Less socially desirable if questionnaire is anonymous.
Limitations
If survey questions aren’t reverse-worded, people might just agree with everything (acquiescence), ticking the same side of the Likert scale each time — which lowers internal validity.
May misunderstand questions, and cannot gain clarification.
Self-report Techniques: Interview Designs description
Interview v Questionnaire
Face to face, rather than non. Questions asked rather than written down.
Structured Interview
Set questions asked, pre-prepared. No other prompts can be given.
Unstructured Interview
No set questions, free flowing, conversational style.
Self-report Techniques: Interview Designs Evaluation
Interview vs Questionnaire
Interviews can explain questions and reduce “just agreeing” (acquiescence).
Can watch behaviour, not just listen to answers.
But people may try to look good (social desirability).
Interviewer’s tone/body language can affect answers.
Structured Interview
High reliability – same questions, easy to repeat.
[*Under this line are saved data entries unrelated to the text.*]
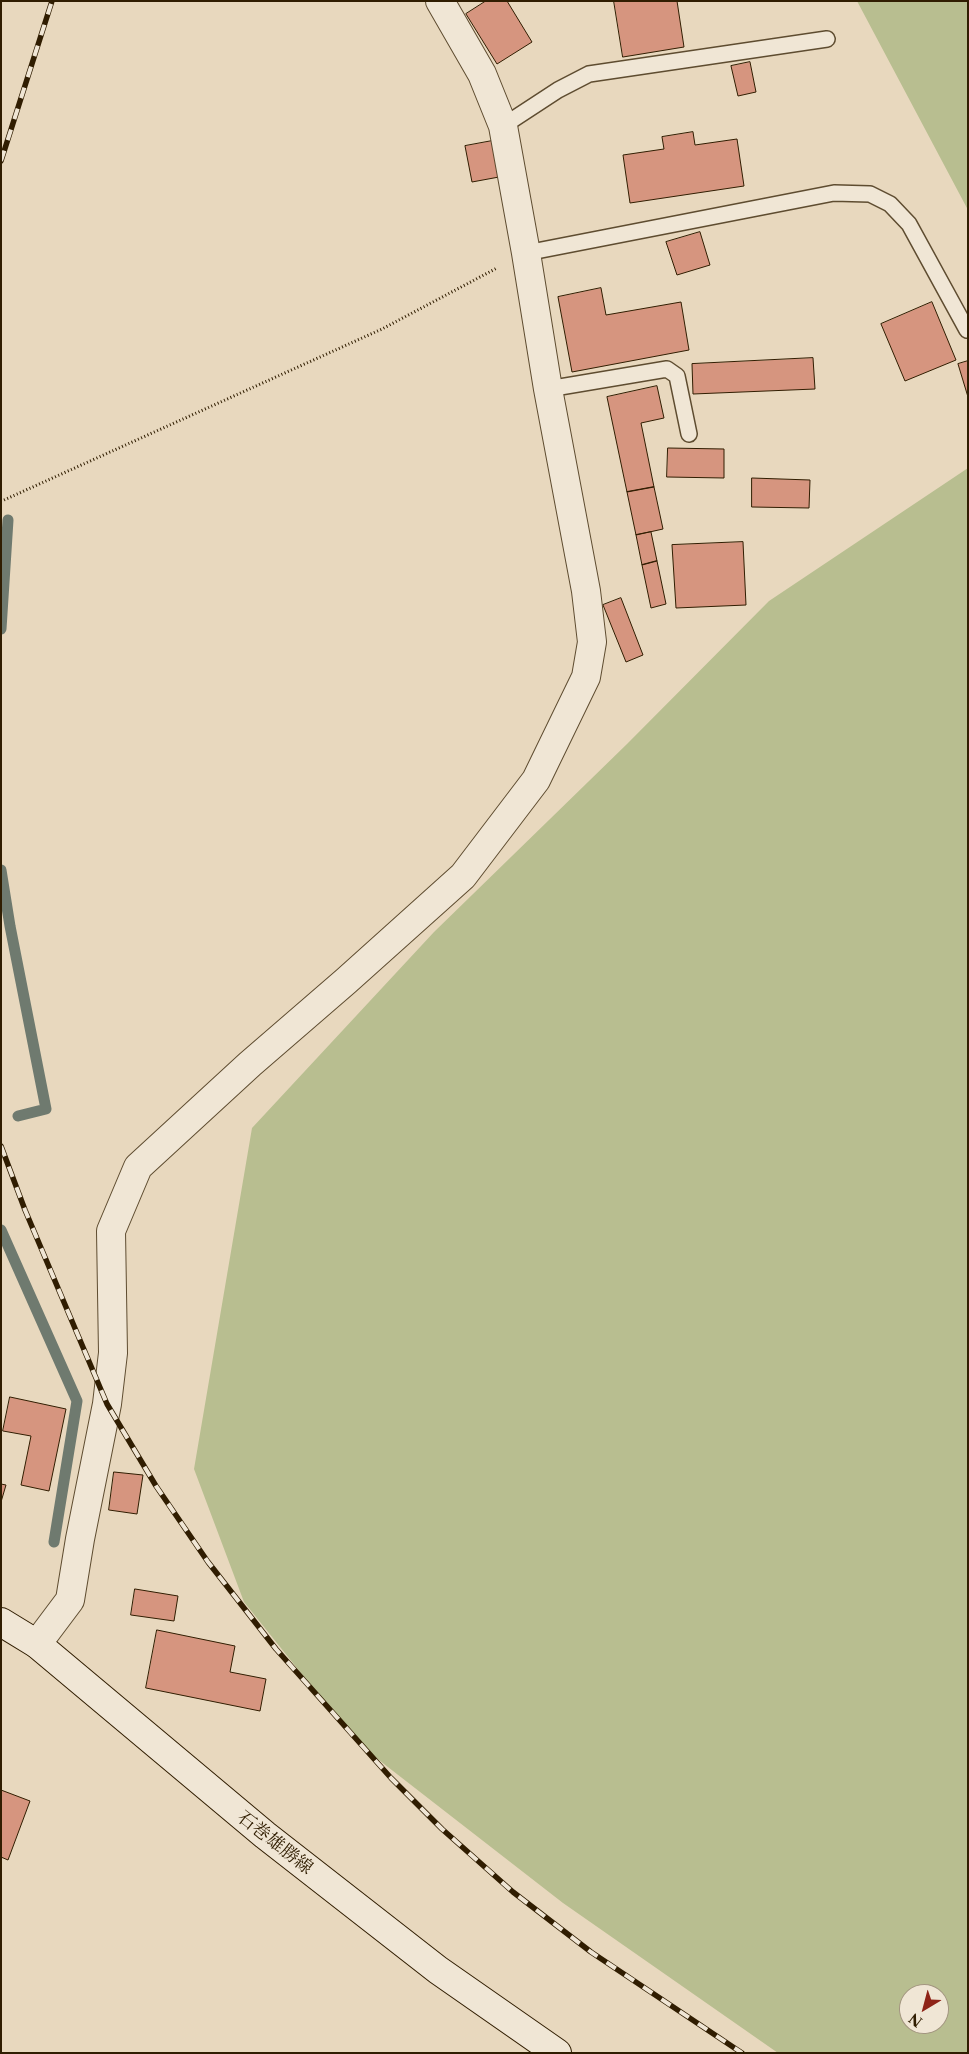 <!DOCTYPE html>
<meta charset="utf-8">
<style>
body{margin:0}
#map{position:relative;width:969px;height:2054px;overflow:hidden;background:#e8d8be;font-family:"Libre Caslon Text",serif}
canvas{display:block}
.frame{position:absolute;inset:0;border:2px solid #301d01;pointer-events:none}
.north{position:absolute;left:899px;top:1984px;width:50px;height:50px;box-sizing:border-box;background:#f0e6d5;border:1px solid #a39680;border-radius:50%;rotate:217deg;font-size:14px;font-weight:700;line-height:20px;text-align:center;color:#301d01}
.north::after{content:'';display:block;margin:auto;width:18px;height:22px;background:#8f2418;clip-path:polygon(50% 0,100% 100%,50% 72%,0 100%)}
</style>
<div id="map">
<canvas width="969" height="2054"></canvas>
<div class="frame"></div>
<div class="north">N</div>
</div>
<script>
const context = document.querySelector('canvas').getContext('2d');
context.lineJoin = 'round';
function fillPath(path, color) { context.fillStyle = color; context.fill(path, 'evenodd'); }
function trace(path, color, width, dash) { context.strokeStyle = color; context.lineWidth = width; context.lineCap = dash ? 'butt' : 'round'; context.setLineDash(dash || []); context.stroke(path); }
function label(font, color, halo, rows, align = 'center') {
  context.font = font + ' "Libre Caslon Text","Noto Serif JP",serif'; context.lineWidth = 4; context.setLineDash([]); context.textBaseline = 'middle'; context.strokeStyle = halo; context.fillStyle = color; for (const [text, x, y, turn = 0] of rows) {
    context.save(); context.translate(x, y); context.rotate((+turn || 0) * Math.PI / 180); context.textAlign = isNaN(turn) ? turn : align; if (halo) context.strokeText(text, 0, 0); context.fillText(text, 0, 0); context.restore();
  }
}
const green = new Path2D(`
 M 857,1 L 968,1 L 968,210 Z
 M 968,468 L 968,2053 L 778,2053 L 563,1903 L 357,1743 L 244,1602 L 194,1469 L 252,1128 L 434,932 L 627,744 L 769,601 ZM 909,1994 L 939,1994 L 939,2024 L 909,2024 Z`);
const stream = new Path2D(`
 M 1,629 L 8,520
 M 1,870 L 10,926 L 46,1109 L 18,1116
 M 1,1230 L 77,1401 L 54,1542`);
const building = new Path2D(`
 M 486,1 L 507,1 L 532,42 L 497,64 L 466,14 Z
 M 614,1 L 677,1 L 684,47 L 623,57 Z
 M 750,62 L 756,92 L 738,96 L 731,66 Z
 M 693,132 L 695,145 L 737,139 L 744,186 L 630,203 L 623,155 L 664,149 L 662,137 Z
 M 492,141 L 499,177 L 472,182 L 465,146 Z
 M 700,232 L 710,265 L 677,275 L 666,242 Z
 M 601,288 L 606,315 L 681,302 L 689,350 L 572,372 L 558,297 Z
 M 932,302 L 956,360 L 905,381 L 881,324 Z
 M 813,358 L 815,389 L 693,394 L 692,364 Z
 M 968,361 L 968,397 L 958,364 Z
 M 657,386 L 664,418 L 641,423 L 654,487 L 627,492 L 607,397 Z
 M 668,448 L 724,449 L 724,478 L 667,477 Z
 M 752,478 L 810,480 L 809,508 L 752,507 Z
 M 654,487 L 663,529 L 636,535 L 627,492 Z
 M 651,532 L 657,561 L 642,565 L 636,535 Z
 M 743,542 L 746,605 L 676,608 L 672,545 Z
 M 657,561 L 666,604 L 651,608 L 642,565 Z
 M 621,598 L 643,655 L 626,662 L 603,605 Z
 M 10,1397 L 66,1409 L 49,1491 L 21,1485 L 31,1436 L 3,1431 Z
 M 114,1472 L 143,1475 L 137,1514 L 109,1510 Z
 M 1,1484 L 6,1485 L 1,1502 Z
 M 135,1589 L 178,1596 L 174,1621 L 131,1615 Z
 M 157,1630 L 235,1646 L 230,1672 L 266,1679 L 260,1711 L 146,1688 Z
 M 1,1790 L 30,1801 L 8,1860 L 1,1857 Z`);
const path = new Path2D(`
 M 4,500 L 382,329 L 497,268`);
const lane = new Path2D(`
 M 503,126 L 558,90 L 589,74 L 827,39
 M 526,253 L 834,193 L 870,194 L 890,204 L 909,224 L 967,330
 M 548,389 L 667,369 L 677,376 L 689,434`);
const street = new Path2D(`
 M 37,1644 L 70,1600 L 80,1539 L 107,1404 L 113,1353 L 111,1231 L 138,1167 L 250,1064 L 346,981 L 463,876 L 536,780 L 586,677 L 592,642 L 586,591 L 548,389 L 526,253 L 503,126 L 482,74 L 440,1`);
const secondary = new Path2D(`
 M 1,1622 L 37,1644 L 265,1835 L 438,1970 L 557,2053`);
const rail = new Path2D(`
 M 1,161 L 52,1
 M 1,1146 L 25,1210 L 107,1404 L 156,1486 L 208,1562 L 276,1649 L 391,1778 L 442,1829 L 513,1892 L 591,1952 L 742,2053`);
const streetNames = [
 ["石巻雄勝線",275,1843,38]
];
fillPath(green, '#b8be90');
trace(stream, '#6f7a6f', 11);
fillPath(building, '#d6957f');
trace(building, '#301d01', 1);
trace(lane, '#5e4c30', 18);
trace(street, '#5e4c30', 30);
trace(secondary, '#301d01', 30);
trace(path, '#301d01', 3, [1, 2.5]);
trace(lane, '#f0e6d5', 15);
trace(street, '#f0e6d5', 28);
trace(secondary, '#f0e6d5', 28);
trace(rail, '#301d01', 5.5);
trace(rail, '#f0e6d5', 4, [11]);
label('18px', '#301d01', '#f0e6d5', streetNames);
</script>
Less data – formal, people may not open up.
Unstructured Interview
Low reliability – different for each person, hard to repeat.
More data – relaxed, like a chat, people open up more.
Difference been an experiment and correlation
An EXPERIMENT is looking for a DIFFERENCE between 2 groups (IVs)
A CORRELATION is looking for a REALTIONSHIP between a variable and how it effects another variable.
Define correlation
How one variable affects another variable, e.g., how the amount light effects amount of sleep
There is NO IV (or 2 groups) in a correlation.
There are two variables known as co-variables (CVs).
Define coeffecient
A coefficient is a number between –1 and +1 that tells you how strong and in what direction two variables are related.
e.g. scatter graph with perfect positive correlation=+1
Strengths and Limitations of correlations
Strengths
Useful when an experiment would be unethical or impractical
May suggest the need to follow up with an experiment.
Limitations
Lack of causation. No control over variables, cannot say one co-variable causes the other.
Define content analysis
Like observational research in which people are studied indirectly through written or verbal text/speech. E.g., conversations, speeches, emails, texts, books, magazines, TV programmes, films.
Define coding analysis
Words are chosen from the 1st transcript (text/film)
They are then counted in the next transcripts (actual sample) in a tally chart = quantitative data.